Lewicowiec od urodzenia
Henning Mankell, autor kryminalnych bestsellerów, nieprzypadkowo znalazł się na zaatakowanym przez izraelskich komandosów statku z pomocą dla Strefy Gazy – pisze dziennikarka „Rzeczpospolitej”
Kiedy ktoś mówi o solidarności, musi być świadomy, że los kształtuje się poprzez działanie. Działając, udowadniamy, że jesteśmy gotowi popierać to, co uznajemy za ważne – mówił Henning Mankell w czwartek w szwedzkim radiu, tłumacząc, dlaczego udaje się na Bliski Wschód.
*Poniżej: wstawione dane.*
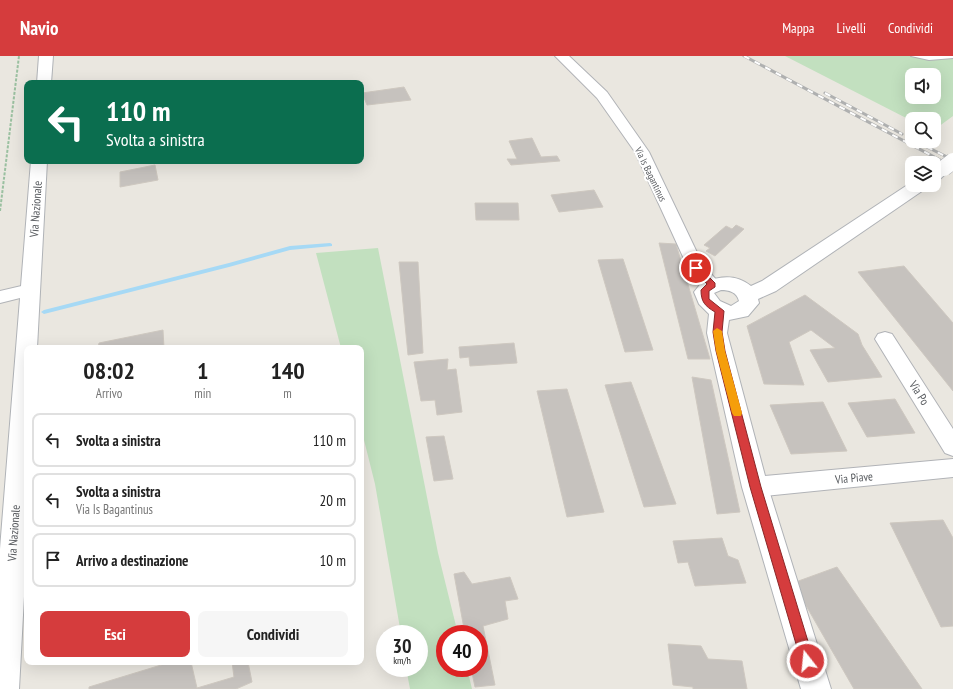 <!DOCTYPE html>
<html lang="it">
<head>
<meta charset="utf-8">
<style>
	body { margin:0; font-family:"PT Sans Narrow",sans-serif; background:#f6f6f6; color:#222; height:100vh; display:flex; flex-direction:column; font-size:15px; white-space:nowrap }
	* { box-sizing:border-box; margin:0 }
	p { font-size:13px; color:#767676 }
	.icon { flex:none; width:22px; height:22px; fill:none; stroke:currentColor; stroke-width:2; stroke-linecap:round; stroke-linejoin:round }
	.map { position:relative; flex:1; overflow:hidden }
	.details { position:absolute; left:24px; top:289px; width:340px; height:320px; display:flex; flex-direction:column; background:#fff; border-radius:8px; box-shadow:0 4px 16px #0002 }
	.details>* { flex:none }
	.banner { position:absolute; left:24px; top:24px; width:340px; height:84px; border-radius:8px; box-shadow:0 4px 16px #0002; background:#0b6e4f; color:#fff; overflow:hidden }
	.fabs { position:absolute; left:905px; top:12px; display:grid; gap:8px }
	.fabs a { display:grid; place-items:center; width:36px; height:36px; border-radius:8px; background:#fff; box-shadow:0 4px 16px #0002; font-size:20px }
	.speed { position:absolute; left:376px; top:569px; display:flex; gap:8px; font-size:20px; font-weight:700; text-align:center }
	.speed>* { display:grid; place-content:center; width:52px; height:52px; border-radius:50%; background:#fff; box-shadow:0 4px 16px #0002; line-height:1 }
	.speed small { font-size:10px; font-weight:400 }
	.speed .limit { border:6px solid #d22; background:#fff; color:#111 }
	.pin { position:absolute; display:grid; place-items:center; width:34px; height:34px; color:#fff; margin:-17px; border:2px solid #fff; border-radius:50%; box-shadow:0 1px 4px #0007 }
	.me { position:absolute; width:44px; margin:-22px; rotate:344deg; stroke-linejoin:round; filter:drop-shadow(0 0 3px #0008) }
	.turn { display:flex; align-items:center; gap:14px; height:84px; padding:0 16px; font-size:18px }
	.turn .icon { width:52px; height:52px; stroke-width:2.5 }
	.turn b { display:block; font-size:28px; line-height:34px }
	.eta { display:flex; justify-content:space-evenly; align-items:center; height:68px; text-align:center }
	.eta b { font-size:24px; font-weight:700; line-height:28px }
	.primary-button { display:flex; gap:8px; margin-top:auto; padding:8px 16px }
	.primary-button a { flex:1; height:46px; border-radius:8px; background:#d53c3d; color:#fff; font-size:16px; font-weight:700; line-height:46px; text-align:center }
	.primary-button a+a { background:#f6f6f6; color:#222 }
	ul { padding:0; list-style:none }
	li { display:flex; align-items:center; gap:12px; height:54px; margin:0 8px 6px; padding:0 8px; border:2px solid #e0e0e0; border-radius:8px }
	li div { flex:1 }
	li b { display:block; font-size:15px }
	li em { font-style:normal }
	header { display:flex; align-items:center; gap:24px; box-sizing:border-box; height:56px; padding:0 20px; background:#d53c3d; color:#fff }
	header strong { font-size:19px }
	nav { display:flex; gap:22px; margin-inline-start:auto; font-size:14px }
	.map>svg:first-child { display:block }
</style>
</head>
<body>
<header>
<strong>Navio</strong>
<nav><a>Mappa</a><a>Livelli</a><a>Condividi</a></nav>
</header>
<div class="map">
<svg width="953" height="633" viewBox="0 0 953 633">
	<rect width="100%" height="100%" fill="#eae7e0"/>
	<!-- green -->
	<path fill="#c2e0bf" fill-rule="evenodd" d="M785,0H953V60L934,74V63H912V65ZM912,19H934V41H912Z
		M378,192L438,497L458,578H445V612H467L472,633H410L406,612H419V578H401L375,428L361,372V292H341L316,197Z"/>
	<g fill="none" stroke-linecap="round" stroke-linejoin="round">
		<!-- stream -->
		<path fill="#a6d9f5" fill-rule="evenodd" d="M330,187L332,188V190L290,194L229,211L44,258L41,256L44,254L229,207L290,190Z"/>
	</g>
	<!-- building -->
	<path fill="#c6c2be" stroke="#cec8c0" d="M404,31L411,44L367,49L362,37Z
		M532,82L541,101L557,100L560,105L511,109L507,103H517L509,85Z
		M155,109L158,124L120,131V116Z
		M594,134L603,151L559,156L551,139Z
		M475,147H518L519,164H476Z
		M736,169L744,173L715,200L706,195L710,192L704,189L726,170L732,173Z
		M659,187L676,188L710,303H688Z
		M623,203L653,294L625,296L598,204Z
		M399,206H418L423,297L408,299Z
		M904,210L953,267V335L858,216Z
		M805,239L858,278L862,289L882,321L828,326L810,294L835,292L811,274L789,286L804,329L764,328L747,270Z
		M163,274L164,292H98L99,287Z
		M514,287L517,307L470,310L469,301L460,302L459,291Z
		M448,303L447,314L456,313L462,356L437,359L435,344L421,345L414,306Z
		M692,321L711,324L740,456L717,458Z
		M631,326L676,448L644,451L605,329Z
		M567,333L604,456L567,461L537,335Z
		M895,343L915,377L867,381L848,347Z
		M823,346L847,395L791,398L770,349Z
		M444,380L453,423L434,425L426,381Z
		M943,464L953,482V570L941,571L890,467Z
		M722,482L728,500L738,504L746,527L695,530L688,506L678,507L673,485Z
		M837,511L922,633H854L793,527Z
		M464,516L472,528L510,521L518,543L505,545L508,563L483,570L495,629L475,631L471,612H479V578H465L454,518Z
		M668,588L701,590L708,603L742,605L747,633H693V631L673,629Z
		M171,606H191L197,632L234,621L232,606H248L252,626L236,633H89V631Z"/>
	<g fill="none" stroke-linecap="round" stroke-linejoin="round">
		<!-- lane casing -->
		<g stroke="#b1b3b7" stroke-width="2">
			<path id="lane" d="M911,0H953V2L929,4Z"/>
		</g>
		<!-- street casing -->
		<g stroke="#b1b3b7" stroke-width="2">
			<path id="street" d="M555,0H569L607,36L649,96L703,209L721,229L718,233L712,235L706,233L690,216L635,96L597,42Z
				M30,228L36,230L39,234L36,238L0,247V235Z
				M885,276L892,278L953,373V400L945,397L875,283L878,278Z
				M953,403V421L755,441L747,438L744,431L747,424L755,421Z"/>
		</g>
		<!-- secondary casing -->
		<g stroke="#b0b3b7" stroke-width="2">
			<path id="secondary" d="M39,0H53L51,27H37Z
				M31,105H47L37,292H27V485L19,633H0V493Z
				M944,107L950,108L952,112L940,123L934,124V111Z
				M912,126V129H928L925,133L776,235L758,243L759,247L748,260L729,264L727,277L768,431L831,633H801L742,431L707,277L709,258L699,248L694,236L702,226C719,221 735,217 751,230L762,225ZM721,234C729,234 737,236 739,245L731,250L720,245L714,237Z"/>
		</g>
		<!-- path -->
		<path stroke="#9ac0a0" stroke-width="2" stroke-dasharray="3 1.5" stroke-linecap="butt" d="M0,155L19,0"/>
		<!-- lane -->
		<use href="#lane" fill="#fff" fill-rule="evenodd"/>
		<!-- street -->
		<use href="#street" fill="#fff" fill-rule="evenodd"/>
		<!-- secondary -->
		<use href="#secondary" fill="#fff" fill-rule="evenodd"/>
		<!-- rail casing -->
		<g stroke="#afb0b0" stroke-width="3">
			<path id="rail" d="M744,0L953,111
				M825,37L902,78
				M927,91L953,104"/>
		</g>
		<!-- rail -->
		<use href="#rail" stroke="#fff" stroke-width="2" stroke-dasharray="6" stroke-linecap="butt"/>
		<!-- secondary-bridge casing -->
		<g stroke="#b0b3b7" stroke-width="17" stroke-linecap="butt">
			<path id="secondary-bridge" d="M944,112L953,105"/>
		</g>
		<!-- secondary-bridge -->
		<use href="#secondary-bridge" stroke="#fff" stroke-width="16"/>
	</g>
	<!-- route -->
	<path fill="#d53c3d" stroke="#8a2728" d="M696,209L698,210L715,227V231L709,235V243L724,255L722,276L725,295L761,431L814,605L812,610L807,612L803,610L801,605L750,431L716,295L713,276L715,256C705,250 701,246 701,234L707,228L692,212Z"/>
	<!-- slow -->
	<path fill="#f59e0b" d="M717,272L722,275L725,295L742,357L741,360H734L732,357L716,295L713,275Z"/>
	<g text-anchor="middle" stroke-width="4" stroke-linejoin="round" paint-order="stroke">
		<!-- far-street labels -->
		<g font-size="10" fill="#595c60" stroke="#fff">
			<text transform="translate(651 118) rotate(64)" y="4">Via Is Bagantinus</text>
		</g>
		<!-- street labels -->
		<g font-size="12" fill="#595c60" stroke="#fff">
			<text transform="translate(36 153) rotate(-86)" y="4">Via Nazionale</text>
			<text transform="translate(919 337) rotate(58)" y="4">Via Po</text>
			<text transform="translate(854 422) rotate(-5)" y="4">Via Piave</text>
			<text transform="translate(14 477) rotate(-86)" y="4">Via Nazionale</text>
		</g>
	</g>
</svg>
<div class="fabs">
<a><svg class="icon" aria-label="sound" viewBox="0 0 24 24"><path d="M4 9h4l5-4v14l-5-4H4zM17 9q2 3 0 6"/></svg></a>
<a><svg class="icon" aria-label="search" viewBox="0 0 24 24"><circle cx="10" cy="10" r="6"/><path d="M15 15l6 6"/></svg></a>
<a><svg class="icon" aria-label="layers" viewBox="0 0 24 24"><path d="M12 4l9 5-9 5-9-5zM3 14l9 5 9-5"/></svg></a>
</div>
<div class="speed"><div>30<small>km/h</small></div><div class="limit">40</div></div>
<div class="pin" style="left:696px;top:212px;background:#d93025"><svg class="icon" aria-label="arrive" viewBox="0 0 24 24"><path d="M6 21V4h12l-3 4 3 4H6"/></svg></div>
<svg class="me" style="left:807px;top:605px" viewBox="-20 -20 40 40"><circle r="17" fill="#d53c3d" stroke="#fff" stroke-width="3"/><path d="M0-11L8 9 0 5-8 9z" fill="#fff"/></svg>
<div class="banner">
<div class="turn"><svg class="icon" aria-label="left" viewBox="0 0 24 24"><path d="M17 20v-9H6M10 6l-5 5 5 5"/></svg><div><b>110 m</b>Svolta a sinistra</div></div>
</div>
<section class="details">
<div class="eta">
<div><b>08:02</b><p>Arrivo</p></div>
<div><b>1</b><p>min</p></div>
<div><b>140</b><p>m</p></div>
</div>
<ul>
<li><svg class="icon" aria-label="left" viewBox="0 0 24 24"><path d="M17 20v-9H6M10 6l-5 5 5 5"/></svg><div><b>Svolta a sinistra</b></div><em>110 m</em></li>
<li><svg class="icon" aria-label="left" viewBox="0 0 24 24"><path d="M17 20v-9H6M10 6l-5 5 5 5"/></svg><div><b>Svolta a sinistra</b><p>Via Is Bagantinus</p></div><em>20 m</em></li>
<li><svg class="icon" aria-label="arrive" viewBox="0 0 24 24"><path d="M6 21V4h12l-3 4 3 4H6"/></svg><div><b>Arrivo a destinazione</b></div><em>10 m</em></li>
</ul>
<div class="primary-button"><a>Esci</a><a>Condividi</a></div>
</section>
</div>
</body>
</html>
Chciał pokazać, że jego zaangażowanie na rzecz Palestyńczyków nie jest gołosłowne. W niedzielę na pokładzie małej jednostki, po 48 godzinach utarczek z cypryjską policją, dołączył do Flotylli Wolności.
– Gdyby Henning wiedział, co się tam stanie, i tak by to zrobił. Ale trudno zrozumieć, że tak dużo ludzi zginęło – mówiła żona pisarza. Eva Bergman, córka słynnego reżysera Ingmara Bergmana, wraz z tysiącami innych osób uczestniczyła w proteście przeciwko atakowi komandosów na statki Flotylli Wolności na placu Sergelsa w Sztokholmie.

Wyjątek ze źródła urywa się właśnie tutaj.